* **Requirement**
If a line in the records below contains the word "park", copy it out.

* **Given records**
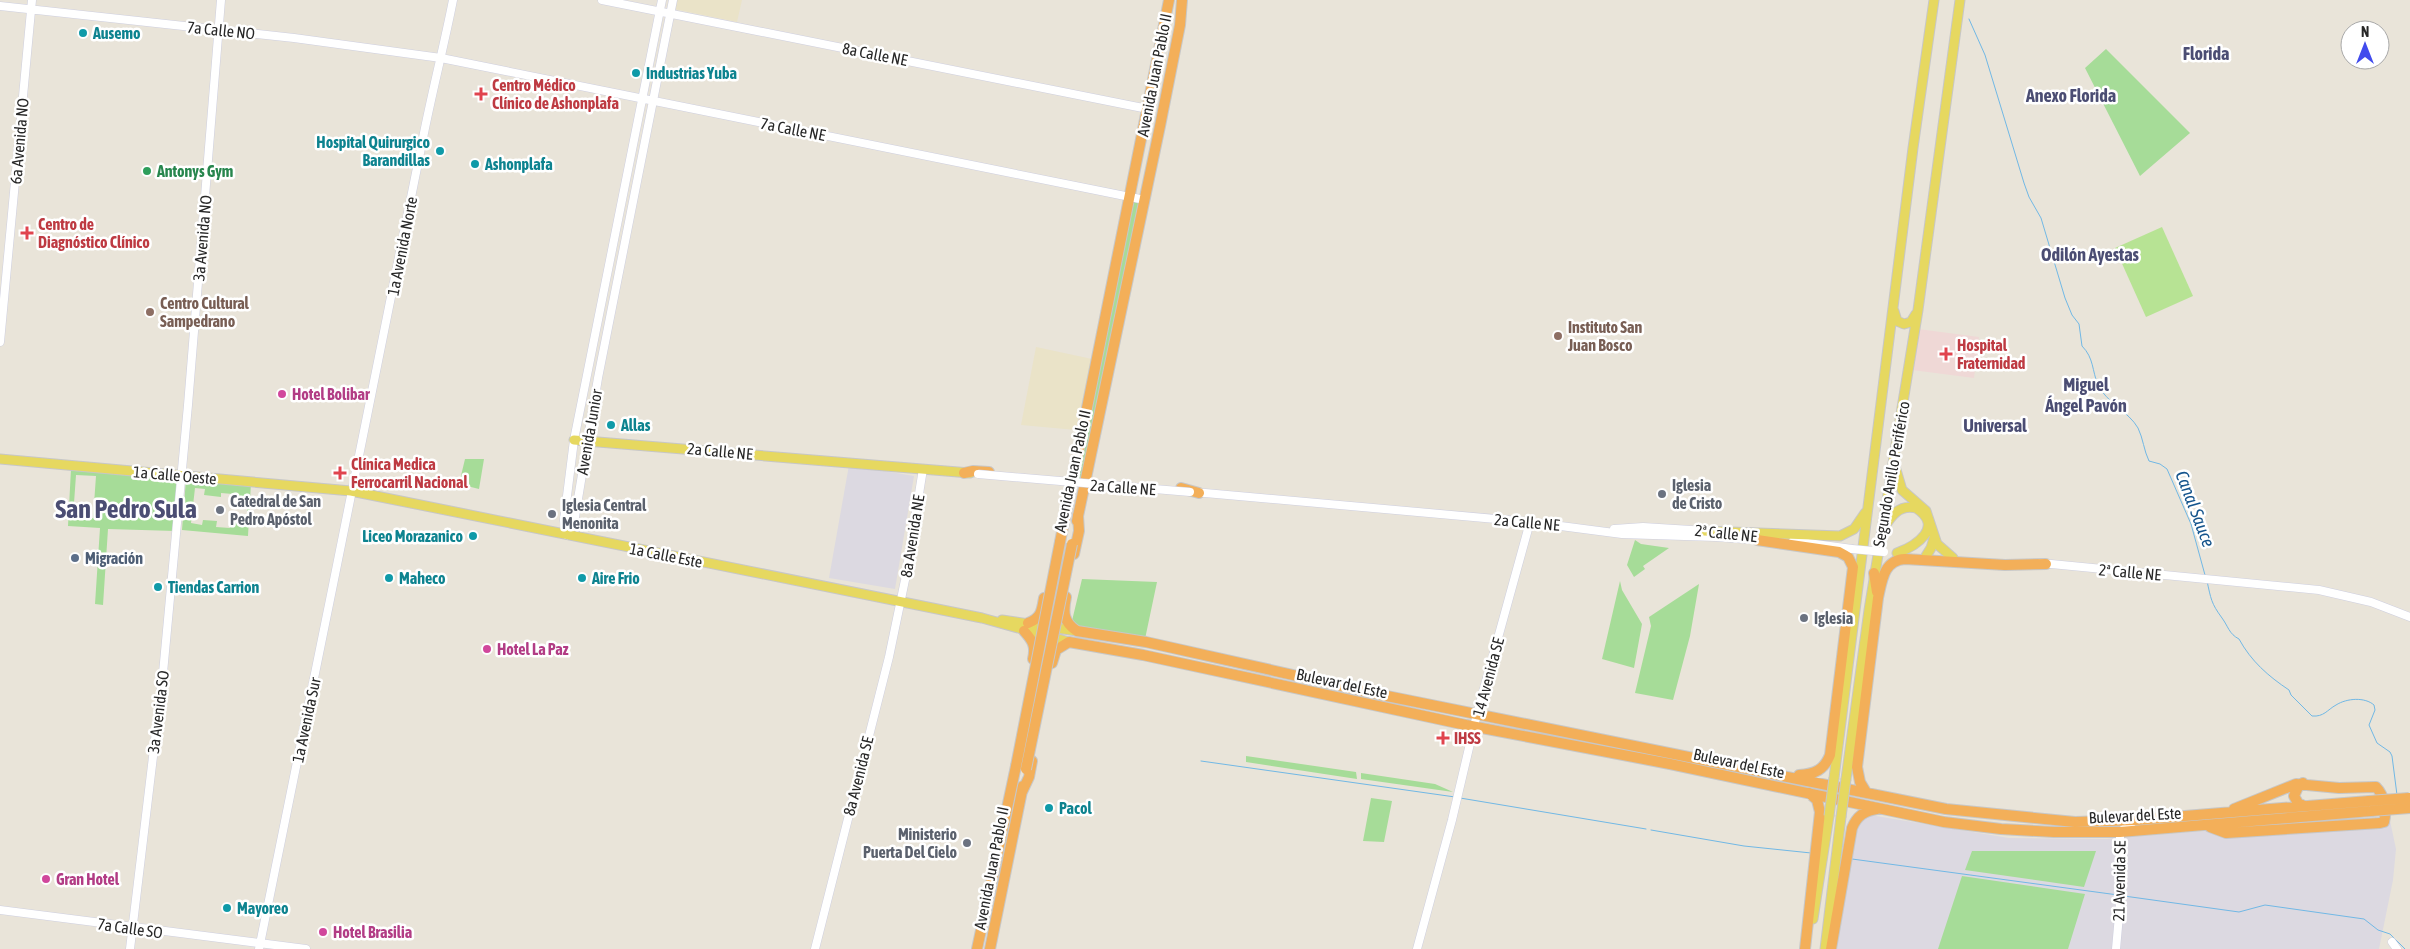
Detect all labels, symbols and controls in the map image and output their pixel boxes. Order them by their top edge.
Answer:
street label: Avenida Juan Pablo II [1133,12,1175,138]
street label: 7a Calle NO [186,17,256,43]
north arrow [2340,20,2390,70]
place label: Ausemo [92,24,141,42]
text: N [2361,24,2369,40]
marker: Ausemo [77,27,89,39]
street label: 8a Calle NE [841,39,909,69]
district label: Florida [2183,43,2229,64]
place label: Industrias Yuba [646,64,737,82]
marker: Industrias Yuba [630,67,642,79]
place label: Centro Médico Clínico de Ashonplafa [492,76,619,112]
district label: Anexo Florida [2025,85,2116,106]
marker: Centro Médico Clínico de Ashonplafa [474,87,488,101]
street label: 6a Avenida NO [6,97,32,185]
street label: 7a Calle NE [759,114,827,144]
place label: Hospital Quirurgico Barandillas [316,133,430,169]
marker: Hospital Quirurgico Barandillas [434,145,446,157]
place label: Ashonplafa [484,155,553,173]
marker: Ashonplafa [469,158,481,170]
place label: Antonys Gym [156,162,233,180]
marker: Antonys Gym [141,165,153,177]
street label: 3a Avenida NO [189,194,215,282]
street label: 1a Avenida Norte [384,195,420,297]
place label: Centro de Diagnóstico Clínico [38,215,150,251]
marker: Centro de Diagnóstico Clínico [20,226,34,240]
district label: Odilón Ayestas [2041,244,2140,265]
place label: Centro Cultural Sampedrano [160,294,250,330]
marker: Centro Cultural Sampedrano [144,306,156,318]
place label: Instituto San Juan Bosco [1567,318,1642,354]
marker: Instituto San Juan Bosco [1552,330,1564,342]
place label: Hospital Fraternidad [1957,336,2026,372]
marker: Hospital Fraternidad [1939,347,1953,361]
district label: Miguel Ángel Pavón [2044,374,2127,416]
place label: Hotel Bolibar [292,385,370,403]
street label: Avenida Junior [573,387,605,476]
marker: Hotel Bolibar [276,388,288,400]
street label: Segundo Anillo Periférico [1869,400,1914,549]
street label: Avenida Juan Pablo II [1050,408,1094,534]
district label: Universal [1963,415,2027,436]
place label: Allas [620,416,651,434]
marker: Allas [605,419,617,431]
street label: 2a Calle NE [686,439,754,463]
place label: Clínica Medica Ferrocarril Nacional [351,455,468,491]
street label: 1a Calle Oeste [133,462,217,488]
marker: Clínica Medica Ferrocarril Nacional [333,466,347,480]
water label: Canal Sauce [2171,468,2220,550]
street label: 2a Calle NE [1090,476,1157,498]
place label: Iglesia de Cristo [1672,476,1723,512]
marker: Iglesia de Cristo [1656,488,1668,500]
place label: Catedral de San Pedro Apóstol [230,492,321,528]
street label: 8a Avenida NE [897,493,927,579]
district label: San Pedro Sula [55,494,197,524]
place label: Iglesia Central Menonita [562,496,647,532]
marker: Catedral de San Pedro Apóstol [214,504,226,516]
marker: Iglesia Central Menonita [546,508,558,520]
street label: 2a Calle NE [1493,510,1561,534]
street label: 2ª Calle NE [1694,521,1758,545]
place label: Liceo Morazanico [362,527,463,545]
marker: Liceo Morazanico [467,530,479,542]
street label: 1a Calle Este [628,539,704,571]
place label: Migración [85,549,143,567]
marker: Migración [69,552,81,564]
street label: 2ª Calle NE [2098,560,2162,584]
place label: Maheco [399,569,446,587]
place label: Aire Frio [591,569,640,587]
marker: Maheco [383,572,395,584]
marker: Aire Frio [576,572,588,584]
place label: Tiendas Carrion [168,578,260,596]
marker: Tiendas Carrion [152,581,164,593]
place label: Iglesia [1814,609,1853,627]
marker: Iglesia [1798,612,1810,624]
street label: 14 Avenida SE [1469,635,1507,718]
place label: Hotel La Paz [497,640,569,658]
marker: Hotel La Paz [481,643,493,655]
street label: Bulevar del Este [1295,665,1389,701]
street label: 3a Avenida SO [144,670,172,754]
street label: 1a Avenida Sur [288,676,324,764]
place label: IHSS [1454,729,1481,747]
marker: IHSS [1436,731,1450,745]
street label: 8a Avenida SE [839,734,877,817]
street label: Bulevar del Este [1692,745,1786,781]
place label: Pacol [1059,799,1092,817]
marker: Pacol [1043,802,1055,814]
street label: Bulevar del Este [2088,804,2182,826]
street label: Avenida Juan Pablo II [970,805,1012,931]
place label: Ministerio Puerta Del Cielo [863,825,957,861]
marker: Ministerio Puerta Del Cielo [961,837,973,849]
street label: 21 Avenida SE [2109,840,2129,922]
place label: Gran Hotel [56,870,120,888]
marker: Gran Hotel [40,873,52,885]
place label: Mayoreo [237,899,289,917]
marker: Mayoreo [221,902,233,914]
street label: 7a Calle SO [96,915,164,941]
place label: Hotel Brasilia [333,923,412,941]
marker: Hotel Brasilia [317,926,329,938]

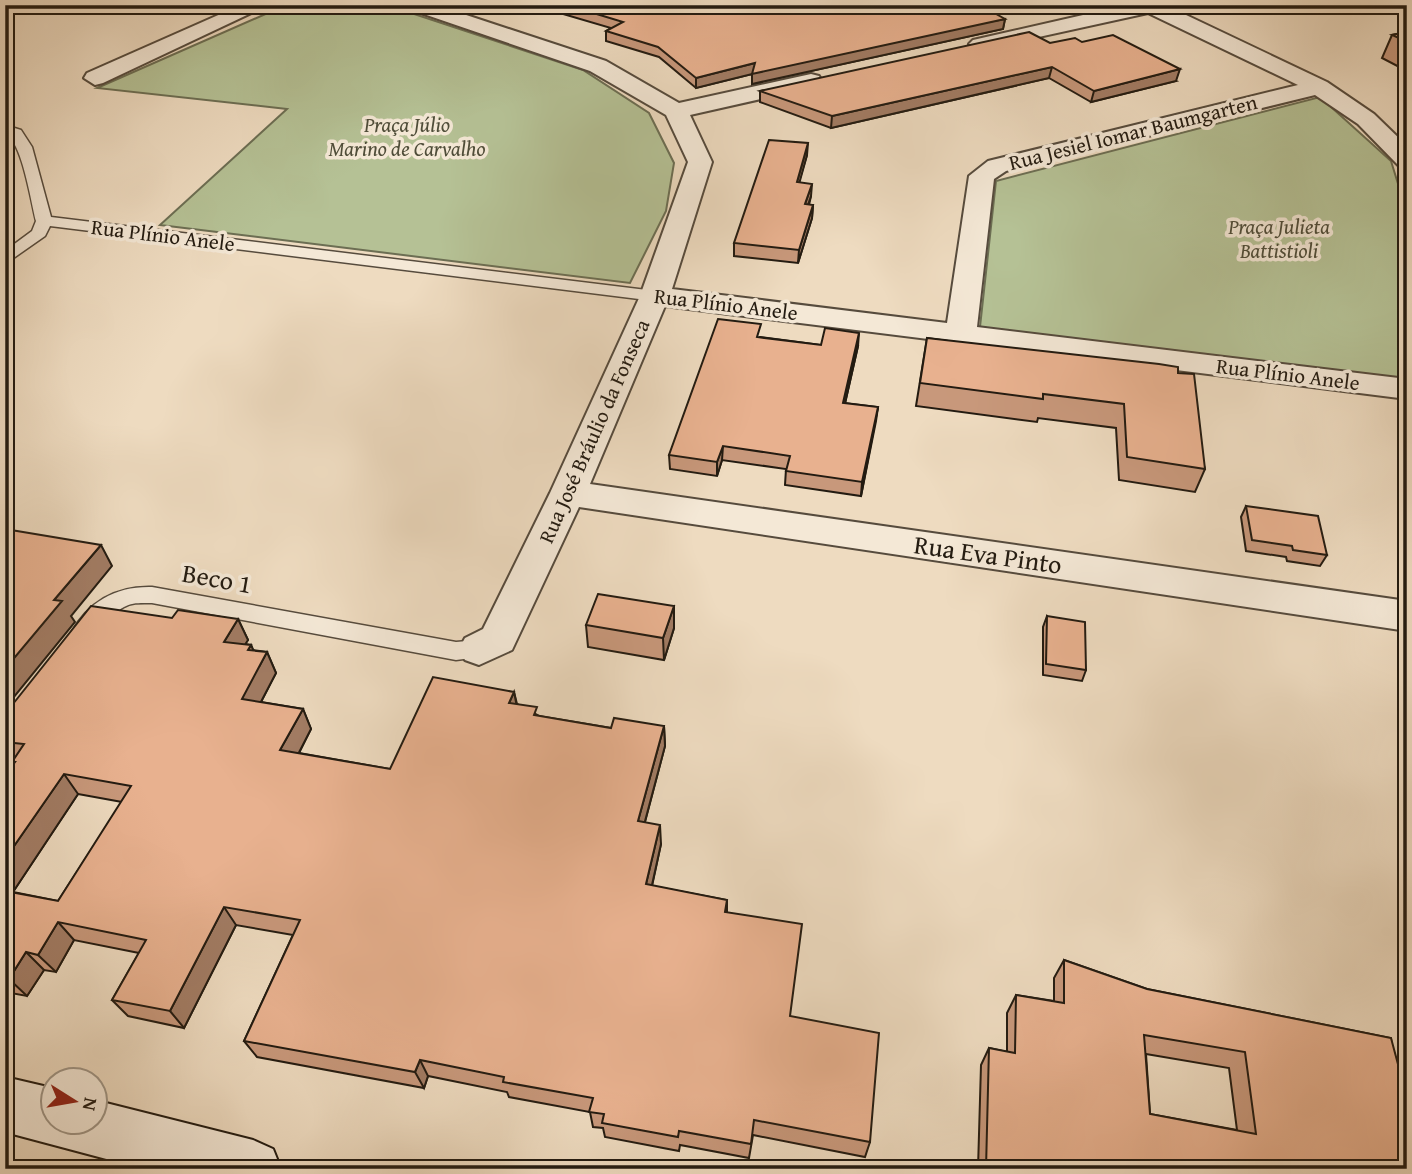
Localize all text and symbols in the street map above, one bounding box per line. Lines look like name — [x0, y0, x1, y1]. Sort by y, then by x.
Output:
street label: Rua Jesiel Iomar Baumgarten — [1006, 86, 1261, 178]
park label: Praça Júlio Marino de Carvalho — [329, 109, 485, 164]
street label: Rua Plínio Anele — [90, 211, 237, 259]
park label: Praça Julieta Battistioli — [1227, 211, 1330, 266]
street label: Rua Plínio Anele — [653, 280, 800, 328]
street label: Rua José Bráulio da Fonseca — [531, 314, 657, 548]
street label: Rua Plínio Anele — [1215, 350, 1362, 398]
street label: Rua Eva Pinto — [912, 524, 1064, 584]
street label: Beco 1 — [179, 553, 255, 603]
north arrow — [38, 1066, 108, 1136]
text: N — [76, 1095, 106, 1113]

* **Response for this exercise**
park label: Praça Júlio Marino de Carvalho — [329, 109, 485, 164]
park label: Praça Julieta Battistioli — [1227, 211, 1330, 266]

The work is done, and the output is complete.